Sparrow answered 22/10, 2011 at 13:6 Comment(8)
@Jookia: It's unclear to me what exactly do you want. You're trying to output a string with unknown encoding (writing a string literal containing unicode characters is already non-portable) to cout, which doesn't have a standardized encoding and you're free to assume whatever encoding it is. I always assume that cout is UTF-8 and let the user configure his console to use UTF-8 or open the files with editors that understand UTF-8.Sparrow
My code isn't the entire problem, I'm having trouble dealing with Boost, C++, locales and Unicode in general. I want to use UTF-8 strings in my program, and translate the user's locale from/to UTF-8, for use with cout and cin, which I can't figure out how to do. But then I want to use UTF-8 and Boost, which seems to be impossible as it uses wide strings, which don't help at all.Outdistance
@Jookia: Again, your question is too vague: "I'm having trouble ... in general"! "I want to use UTF-8 strings in my program" go on! That's what I do. "user's locale from/to UTF-8 for use with cout and cin" why? Just assume it's UTF-8 and let those who use legacy encoding change their encoding to UTF-8. On windows you are meant to use wcin and wcout to read/write unicode data, but it's going to be non-portable as you'll have to maintain two versions of your code, one that uses wcout on windows and one that uses cout on non-windows. You don't want this, do you?Sparrow
"But then I want to use UTF-8 and Boost, which seems to be impossible" in some parts of boost it's possible but inconvenient. Some parts of boost don't support unicode on windows at all (Boost.Interprocess), some do it wrongly (Boost.Program_Options) and some are painful for cross-platform code (Boost.Filesystem). "as it uses wide strings" no. Some parts of boost use narrow-char (Boost.Interprocess), some use both (Boost.Filesystem). The problem is that those who use the narrow-string assume the native encoding instead of UTF-8 by default, imposing the burden on you.Sparrow
There is a fight in boost community on deprecating the wide-char and assuming all narrow-strings are UTF-8. We (proponents of UTF-8) are currently loosing since there's no much demand, and most boost developers (e.g. author of Filesystem) live in Unix world and not facing the real-world trouble of writing Unicode-correct production code portable among windows and linux. If you want to change the status-quo, open the discussion in boost-mailing list again.Sparrow
So I should drop the idea of Unicode and stick with good ol' ASCII, seeing as you can't really use Unicode portably? Or maybe I should just stick with UNIX?Outdistance
@Jookia: Why do you give up? Yes, you can't always do it portably with existing libraries, and you need to write boiler-plate code to do it with others. The choice of supporting it within the boundaries of the possible is up to you.Sparrow
I give up because I don't understand what the problem is fully, and from that I can't actually deduce a possible solution.Outdistance
A
3

The Boost filesystem iostream replacement classes work fine with UTF-16 when used with Visual C++.
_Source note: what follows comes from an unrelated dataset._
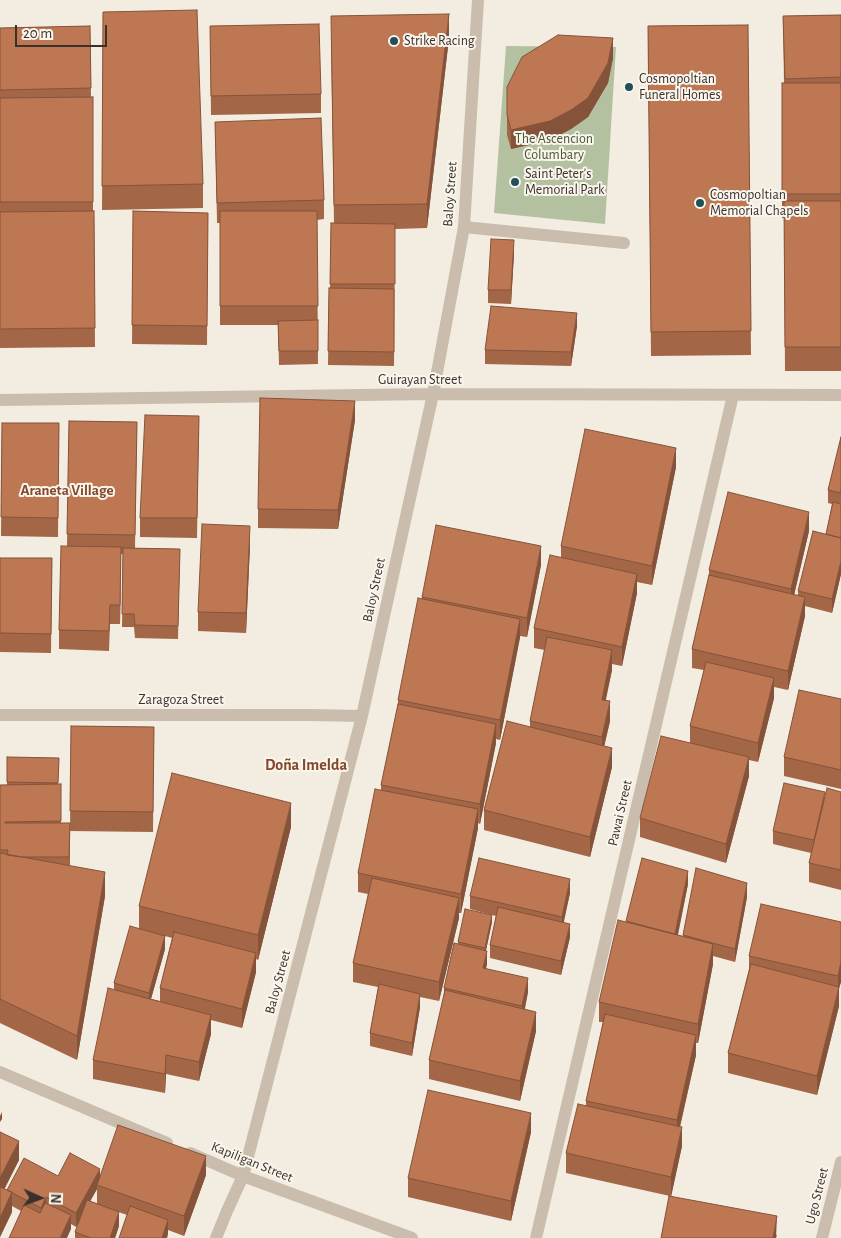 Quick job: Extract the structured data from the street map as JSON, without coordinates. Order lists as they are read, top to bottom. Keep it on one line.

However, they do not work (in the sense of supporting arbitrary filenames) when used with g++ in Windows - at least as of Boost version 1.47. There is a code comment explaining that; essentially, the Visual C++ standard library provides non-standard wchar_t based constructors that Boost filesystem classes make use of, but g++ does not support these extensions.

A workaround is to use 8.3 short filenames, but this solution is a bit brittle since with old Windows versions the user can turn off automatic generation of short filenames.


Example code for using Boost filesystem in Windows:
#include "CmdLineArgs.h"        // CmdLineArgs
#include "throwx.h"             // throwX, hopefully
#include "string_conversions.h" // ansiOrFillerFrom( wstring )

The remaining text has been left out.